En esa nutrida disquería de don Emilio García Aliendre aprendí a gozar la música en su plenitud. Apostado al pie del gigantesco “bafle” en el umbral de la tienda, me solazaba viendo los catálogos que publicaban periódicamente los estudios “Lyra”, “Lauro” y “Heriba” con fotos en miniatura de las tapas. Aún conservo algunos ejemplares de esas joyas gráficas. La música que recibía con el oído pegado al “bafle” mientras leía los catálogos, me sumía en una torre de babel que desde entonces me negué a abandonar:
Me solazaba igual con las cuecas y huayños de Delfín Sejas, con las trovas mestizas de Bony Alberto Terán, los gorjeos supremos de Luzmila Carpio, la voz dulce y firme de Zulma Yugar o el canto inigualable de Gladys Moreno; en contrapunto con el “rock progresivo” de Los Bonny Boy Hots, 50 de Marzo y Los 606. Me aprendí de memoria “La Balsa” de Los Gatos; Los Jaivas y Los Jairas cada cual en su lugar del estante. Me llegaron los ecos de Woodstock con los LP´s de Santana y Wara lanzó su memorable “El Inca”. En medio de este melodioso caos, el Gato Barbieri y su “Bolivia” terminaron por definir mi identidad musical.

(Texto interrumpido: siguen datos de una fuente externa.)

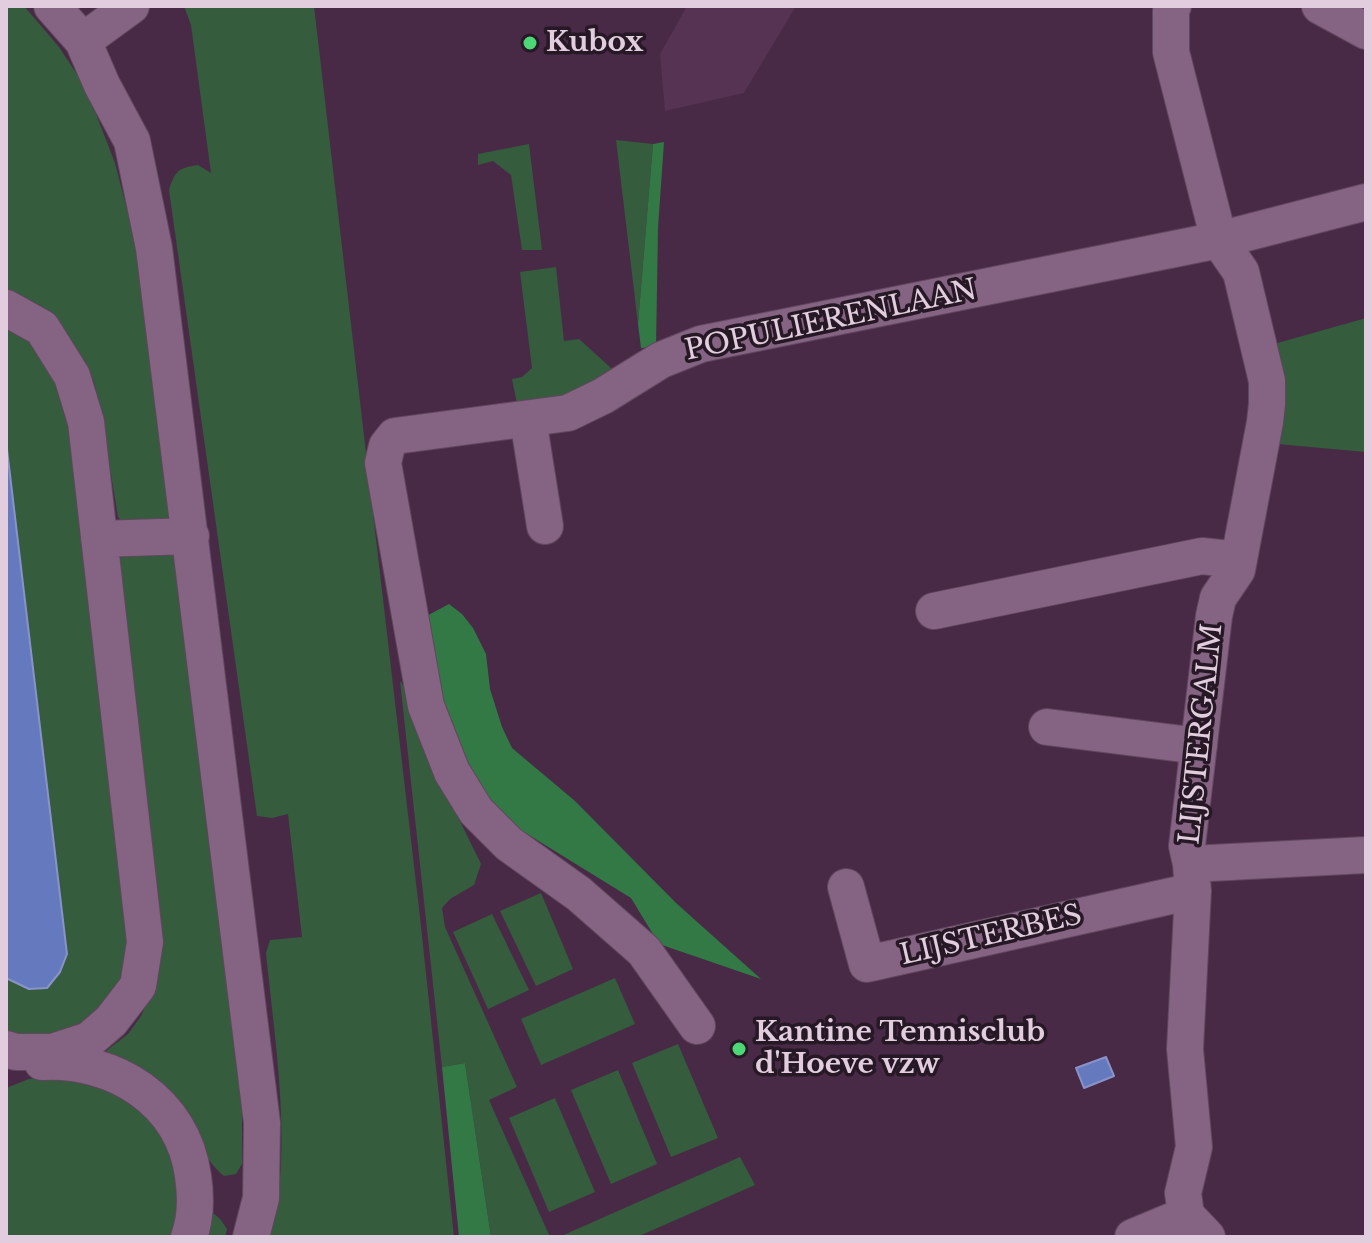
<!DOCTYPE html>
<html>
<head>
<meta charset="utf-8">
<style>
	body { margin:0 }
	#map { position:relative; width:1372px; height:1243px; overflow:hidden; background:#482a46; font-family:"Libre Baskerville",serif }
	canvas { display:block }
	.frame { position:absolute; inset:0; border:8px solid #e1cdde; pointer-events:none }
</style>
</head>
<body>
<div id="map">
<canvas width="1372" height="1243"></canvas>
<div class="frame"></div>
</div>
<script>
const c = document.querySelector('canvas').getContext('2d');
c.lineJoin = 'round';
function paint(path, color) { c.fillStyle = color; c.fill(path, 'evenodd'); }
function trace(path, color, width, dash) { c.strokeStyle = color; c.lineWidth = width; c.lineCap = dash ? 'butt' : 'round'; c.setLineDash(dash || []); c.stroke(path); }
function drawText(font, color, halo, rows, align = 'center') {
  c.font = font + ' "Libre Baskerville",serif'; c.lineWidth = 7; c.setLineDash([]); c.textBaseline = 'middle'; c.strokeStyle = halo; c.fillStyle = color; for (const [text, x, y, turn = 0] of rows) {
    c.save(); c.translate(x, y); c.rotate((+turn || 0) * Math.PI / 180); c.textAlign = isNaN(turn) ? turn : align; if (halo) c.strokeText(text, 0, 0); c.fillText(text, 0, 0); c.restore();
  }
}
const built = new Path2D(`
	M 687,6 L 796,6 L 744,93 L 665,111 L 660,54 Z`);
const green = new Path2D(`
	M 6,6 L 24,6 L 59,47 L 78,76 L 96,114 L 115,163 L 135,240 L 173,521 L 130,529 L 118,517 L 101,413 L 94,382 L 85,361 L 52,317 L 30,300 L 6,294 Z
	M 184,6 L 314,6 L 420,917 L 454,1237 L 269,1237 C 275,1213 280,1188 281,1164 C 284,1093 273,1023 266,953 L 270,940 L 302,937 L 288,814 L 272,818 L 257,816 L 169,190 C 175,171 178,168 198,165 L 211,173 L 191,25 Z
	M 616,140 L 653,144 L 638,324 Z
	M 529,144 L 542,250 L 522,250 L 511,175 L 493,161 L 478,165 L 478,154 Z
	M 556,267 L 564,341 L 579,339 L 621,377 L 589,394 L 518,409 L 512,379 L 522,377 L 532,368 L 520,272 Z
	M 1366,318 L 1366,452 L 1277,444 L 1274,344 Z
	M 6,324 L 32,338 L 67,395 L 132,967 L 81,1032 L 6,1038 L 6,978 L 29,989 L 6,441 Z
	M 123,550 L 174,551 L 242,1068 L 242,1164 L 236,1174 L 224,1176 C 201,1157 200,1136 184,1113 C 164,1086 134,1069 106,1051 L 128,1034 L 141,1016 L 151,994 L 117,569 Z
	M 400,681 L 412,698 L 435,770 L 481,864 L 474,885 L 450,899 L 442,908 L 445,927 L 517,1087 L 489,1100 L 550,1237 L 491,1237 L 465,1063 L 442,1067 Z
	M 541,893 L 573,969 L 536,986 L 500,911 Z
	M 492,914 L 529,990 L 488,1009 L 453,932 Z
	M 615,978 L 635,1024 L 541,1065 L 521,1019 Z
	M 678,1044 L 718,1138 L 671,1157 L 632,1063 Z
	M 618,1070 L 657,1164 L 611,1184 L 571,1090 Z
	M 54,1075 L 79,1076 L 146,1109 L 181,1175 L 174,1237 L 6,1237 L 6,1088 L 29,1079 Z
	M 555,1098 L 595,1192 L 549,1212 L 509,1118 Z
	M 740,1157 L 755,1185 L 637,1237 L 559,1237 Z
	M 213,1213 L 220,1219 L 227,1229 L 225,1237 L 205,1237 Z`);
const forest = new Path2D(`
	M 664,142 L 658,228 L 656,347 L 641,348 L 638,324 L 653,144 Z
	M 449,604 L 462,614 L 473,628 L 486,654 L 490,689 L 502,727 L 512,748 L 575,801 L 676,903 L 761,979 L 659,944 L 631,898 L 511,824 L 477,793 L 452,747 L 421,619 Z
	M 465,1063 L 491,1237 L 459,1237 L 442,1067 Z`);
const water = new Path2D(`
	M 6,441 L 67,954 L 60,972 L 47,988 L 29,989 L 6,978 Z
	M 1106,1057 L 1114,1076 L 1084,1088 L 1076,1068 Z`);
const minor = new Path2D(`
	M 52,6 L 83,41 L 102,85 L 132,141 L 154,248 L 262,1123 L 261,1198 L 251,1237
	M 1173,6 L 1171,10 L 1171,52 L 1219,240 L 1241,272 L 1267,381 L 1267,404 L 1265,422 L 1237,570 L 1218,598 L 1214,616 L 1187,846 L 1191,864 L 1193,891 L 1185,1049 L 1194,1147 L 1183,1193 L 1186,1215 L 1207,1237
	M 1320,6 L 1366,31
	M 83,41 L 131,6
	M 6,308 L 42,328 L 72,376 L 86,422 L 145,942 L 138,986 L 111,1021 L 89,1040 L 52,1052 L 16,1052 L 6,1049
	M 528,419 L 545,526
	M 99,539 L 191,536
	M 934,611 L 1202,556 L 1239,560
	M 1047,727 L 1199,746
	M 1191,864 L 1366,855
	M 846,887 L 867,964 L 1193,891
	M 697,1026 L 644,951 L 579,894 L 509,844 L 476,811 L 452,772 L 426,706 L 383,463 L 387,446 L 395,436 L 568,413 L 603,396 L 661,360 L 701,344 L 1219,240 L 1366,202
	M 42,1062 C 114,1058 183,1101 193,1176 C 196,1196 196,1218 189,1237
	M 1133,1237 L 1186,1215`);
const markers = [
	[530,43,8,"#4dd676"],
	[739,1049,8,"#4dd676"]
];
const poiNames = [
	["Kubox",546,43],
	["Kantine Tennisclub",755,1033],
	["d'Hoeve vzw",755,1065]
];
const streetNames = [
	["POPULIERENLAAN",831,321,-12],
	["LIJSTERGALM",1202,734,-84],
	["LIJSTERBES",991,936,-13]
];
paint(built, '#563253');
paint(green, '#345c3d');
paint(forest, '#327945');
paint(water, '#657abe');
trace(water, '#8a93c8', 2);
trace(minor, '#60465e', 38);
trace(minor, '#856382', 36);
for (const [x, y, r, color] of markers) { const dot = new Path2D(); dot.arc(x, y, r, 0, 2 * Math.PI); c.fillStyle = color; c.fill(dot); trace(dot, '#261825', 3); }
drawText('bold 28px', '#e1cdde', '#261825', poiNames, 'left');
drawText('28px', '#e1cdde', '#261825', streetNames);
</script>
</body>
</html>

El vinil “Bolivia” contenía cinco temas: “Merceditas”, “Eclypse/Michellina”, “Bolivia” “Niños” y “Vidala Triste”. Cito los títulos para explicar mejor la idea del saxofonista argentino: no era la fusión en sí lo que sorprendía, sino la libertad absoluta de improvisar desde los instintos básicos, desde la intimidad insondable de un artista buscando rastros dispersos de su ancestralidad. El chamamé y la cueca se asoman con pincelazos de una cadencia inconfundible; pero el saxo impone su sonido con la fuerza energizante que el Gato Barbieri tomó prestada de su genial par John Coltrane.
En 1971, Gato Barbieri publicó una placa precursora de “Bolivia”: “Under Fire”, que contiene unas raras reminiscencias jazzísticas de tradicionales zambas argentinas, al estilo de Los Chalchaleros, como el clásico “Lunita Tucumana” de Atahuallpa Yupanki. El año 2002, Barbieri juntó “Under Fire” y “Bolivia” en un solo DVD.
El pasado año, la periodista Teodelina Basavilbaso lo visitó en su domicilio de Nueva York. “¿Cómo ve su futuro?”, le preguntó. “Me voy a morir en tres o cuatro años”, respondió categórico. Desgraciadamente no llegó a tanto. Falleció el pasado 2 de abril, el día de mi nacimiento, a sus 83 años. El 23 de noviembre ofreció su último concierto en el club Blue Note de la ciudad que lo adoptó.
Llama la atención cómo quien tuvo el mundo a sus pies pudo terminar sumido en el más impenetrable de los olvidos: “Será porque he hecho todo lo posible por complicarme la vida” —manifestaba Leandro “Gato” Barbieri hace unos años—. “Y lo he conseguido”. Por algún motivo, la crítica sigue empeñándose en incluirle entre los pioneros del latin jazz: “Yo no tengo nada que ver con eso”, insistía. “Tanto que los músicos de jazz no me consideran un músico de jazz y los músicos latinos no me consideran un músico latino”.
Hay quien explica la quebradiza trayectoria del músico en su tartamudez, que hizo de él un niño atormentado por sus semejantes en su Rosario natal, “donde excepto prostíbulos, no había mucha vida nocturna”.
Considerado un activista político por sus álbumes sobre América Latina, Barbieri, uniendo el avant-garde jazz de los 60s con sus propias raíces folklóricas argentinas, logró preeminencia marcada por un estilo único y bien reconocible. Con más de 50 álbumes en su haber, Leandro Barbieri, apodado “Gato” por su esposa Michelle, nació el 28 de noviembre de 1934, en Rosario, provincia de Santa Fe, Argentina, en una familia musical; su tío clarinetista y su hermano mayor trompetista. A los 12 años de edad tomó lecciones de clarinete y heredó de su tío un saxofón roto. Mientras lo arreglaba aprendió a tocarlo, y luego estudió saxo alto y composición durante cinco años en Buenos Aires, donde su familia se había instalado al año siguiente. Inicialmente, al rechazar la música popular de su tierra natal, se dejó influenciar por los grandes músicos norteamericanos, especialmente los saxofonistas John Coltrane y Charlie Parker, cuyos revolucionarios sonidos comenzaban a poblar el ambiente jazzístico argentino.